Task statement:
Determine how many of the lines below hold the word "label". Give the number and nothing else.
====
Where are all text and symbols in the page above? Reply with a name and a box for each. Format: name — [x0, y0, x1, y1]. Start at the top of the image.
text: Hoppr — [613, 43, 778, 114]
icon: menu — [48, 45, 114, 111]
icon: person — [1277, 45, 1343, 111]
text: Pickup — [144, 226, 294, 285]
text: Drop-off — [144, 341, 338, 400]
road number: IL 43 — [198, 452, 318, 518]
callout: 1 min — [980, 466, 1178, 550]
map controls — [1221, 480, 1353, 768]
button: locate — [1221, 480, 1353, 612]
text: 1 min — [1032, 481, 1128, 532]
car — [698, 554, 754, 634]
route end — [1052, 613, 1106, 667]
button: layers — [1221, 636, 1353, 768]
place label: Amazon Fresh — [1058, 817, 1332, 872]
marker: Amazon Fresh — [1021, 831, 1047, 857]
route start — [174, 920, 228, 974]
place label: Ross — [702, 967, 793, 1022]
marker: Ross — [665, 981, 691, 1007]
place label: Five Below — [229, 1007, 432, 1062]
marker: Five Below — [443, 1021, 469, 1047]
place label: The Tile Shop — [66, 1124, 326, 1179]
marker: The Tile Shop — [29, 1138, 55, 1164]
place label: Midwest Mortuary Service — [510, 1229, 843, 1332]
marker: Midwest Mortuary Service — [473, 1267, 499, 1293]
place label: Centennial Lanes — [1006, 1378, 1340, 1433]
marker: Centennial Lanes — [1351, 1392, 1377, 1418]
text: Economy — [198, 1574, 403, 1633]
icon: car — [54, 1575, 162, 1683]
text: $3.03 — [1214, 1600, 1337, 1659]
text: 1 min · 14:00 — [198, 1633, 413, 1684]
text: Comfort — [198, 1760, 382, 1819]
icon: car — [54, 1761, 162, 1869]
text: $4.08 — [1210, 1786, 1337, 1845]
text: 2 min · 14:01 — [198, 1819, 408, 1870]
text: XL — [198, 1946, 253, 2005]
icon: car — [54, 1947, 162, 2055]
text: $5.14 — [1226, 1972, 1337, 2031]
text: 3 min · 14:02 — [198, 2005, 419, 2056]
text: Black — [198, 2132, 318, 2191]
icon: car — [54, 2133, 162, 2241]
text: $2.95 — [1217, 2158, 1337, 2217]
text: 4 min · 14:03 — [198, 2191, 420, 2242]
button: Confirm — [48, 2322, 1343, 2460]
====
Task solution:
6